Want your investments to align with your values? Understand the pros and cons first.

April is Earth Month, and this year’s was extra special as it included the 50th anniversary of Earth Day.  The annual event was launched in 1970 by U.S. Senator Gaylord Nelson as a nationwide teach-in. Back then, an estimated 20 million Americans took to the streets to draw attention to environmental disasters and to demand action to protect the Earth. This year’s efforts were understandably more muted, and yet the environmental crisis is more urgent than ever.

Fortunately, there are plenty of ways that you, as an individual, can have an impact through responsible investment decisions. One of those ways that you might not have considered is socially and environmentally responsible investing—essentially, using your dollars to support sustainably-minded businesses, while withdrawing investment funds from those who are damaging the planet.

Of course, if sustainable investing were as simple as that sounds, everybody would be doing it. But investing—already a complicated thing—in a way that’s socially responsible takes time and effort. You’re in the right place to start, though, with this guide to what environmentally responsible investing is, and what the pros and cons are.

In this article:

What is environmentally responsible investing?

If you search for “environmentally responsible investing,” the results likely will show a whole slew of other terms ranging from green investing to socially responsible investing to sustainable investing. The latter – sustainable investing – is the most commonly used term, but it doesn’t have a widely accepted definition, says Henry Shilling, director of research at Sustainable Research and Analysis.

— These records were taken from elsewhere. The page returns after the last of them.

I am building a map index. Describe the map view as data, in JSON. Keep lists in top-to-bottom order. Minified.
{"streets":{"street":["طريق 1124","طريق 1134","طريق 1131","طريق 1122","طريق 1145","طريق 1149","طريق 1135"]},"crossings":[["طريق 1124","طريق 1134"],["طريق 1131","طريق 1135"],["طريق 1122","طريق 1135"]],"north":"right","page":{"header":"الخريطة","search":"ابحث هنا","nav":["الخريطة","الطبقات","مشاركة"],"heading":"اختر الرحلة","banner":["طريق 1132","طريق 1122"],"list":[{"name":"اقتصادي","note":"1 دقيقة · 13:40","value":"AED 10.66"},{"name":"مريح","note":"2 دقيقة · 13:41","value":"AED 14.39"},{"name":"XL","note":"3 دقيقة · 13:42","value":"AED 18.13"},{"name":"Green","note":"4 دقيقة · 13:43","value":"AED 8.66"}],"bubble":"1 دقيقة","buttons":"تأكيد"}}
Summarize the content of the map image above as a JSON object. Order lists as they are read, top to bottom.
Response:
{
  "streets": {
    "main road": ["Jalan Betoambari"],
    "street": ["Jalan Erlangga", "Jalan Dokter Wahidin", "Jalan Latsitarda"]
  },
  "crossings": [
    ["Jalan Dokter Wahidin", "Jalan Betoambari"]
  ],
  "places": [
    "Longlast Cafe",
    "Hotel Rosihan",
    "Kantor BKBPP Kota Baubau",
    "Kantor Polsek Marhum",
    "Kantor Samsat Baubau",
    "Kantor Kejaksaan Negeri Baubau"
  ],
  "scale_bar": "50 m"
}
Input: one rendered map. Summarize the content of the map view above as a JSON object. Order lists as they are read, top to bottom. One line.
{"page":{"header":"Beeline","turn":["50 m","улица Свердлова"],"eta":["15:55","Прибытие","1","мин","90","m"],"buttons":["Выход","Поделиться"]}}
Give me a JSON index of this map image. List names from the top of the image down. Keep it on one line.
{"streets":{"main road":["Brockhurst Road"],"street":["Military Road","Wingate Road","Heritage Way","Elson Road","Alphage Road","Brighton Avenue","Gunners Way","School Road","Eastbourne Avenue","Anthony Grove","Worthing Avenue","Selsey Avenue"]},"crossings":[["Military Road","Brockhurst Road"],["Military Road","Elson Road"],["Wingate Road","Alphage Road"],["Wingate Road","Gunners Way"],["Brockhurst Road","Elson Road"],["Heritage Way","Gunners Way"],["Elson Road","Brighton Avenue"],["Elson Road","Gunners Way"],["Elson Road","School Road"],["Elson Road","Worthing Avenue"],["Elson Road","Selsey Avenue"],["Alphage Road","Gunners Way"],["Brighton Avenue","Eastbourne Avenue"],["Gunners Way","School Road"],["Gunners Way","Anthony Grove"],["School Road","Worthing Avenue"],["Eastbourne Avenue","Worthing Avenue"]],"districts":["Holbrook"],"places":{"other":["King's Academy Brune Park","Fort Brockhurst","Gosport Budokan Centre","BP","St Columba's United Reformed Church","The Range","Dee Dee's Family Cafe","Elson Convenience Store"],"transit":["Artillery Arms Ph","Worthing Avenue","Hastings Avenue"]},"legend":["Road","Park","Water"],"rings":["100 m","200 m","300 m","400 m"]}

“Practitioners in this space agree there are several different approaches to achieving sustainable investing,” Shilling says. Those can be boiled down to four main approaches.

Values-based investing

This strategy involves choosing investments for your money that align with particular religious, ethical or social beliefs. Typically, values-based, socially responsible investing entails screening out companies or sectors – such as companies that produce alcohol, tobacco or firearms.

Impact investing

This approach involves achieving a measurable social or environmental impact with your investing. For example, it could include investing in companies that promote gender equality in the workplace or seek to reduce greenhouse gas emissions.

Thematic investing

This strategy is similar to impact investing. It targets specific areas such as, say, investing in alternative energy sources, but it doesn’t necessarily involve achieving measurable outcomes.

ESG investing

Shilling says that ESG is the fastest-growing approach to sustainable investing. It takes into account companies’ environmental, social and governance practices. As an investor, it’s important to be aware of these distinctions. These ESG factors will come into play as you weigh your sustainable investment options.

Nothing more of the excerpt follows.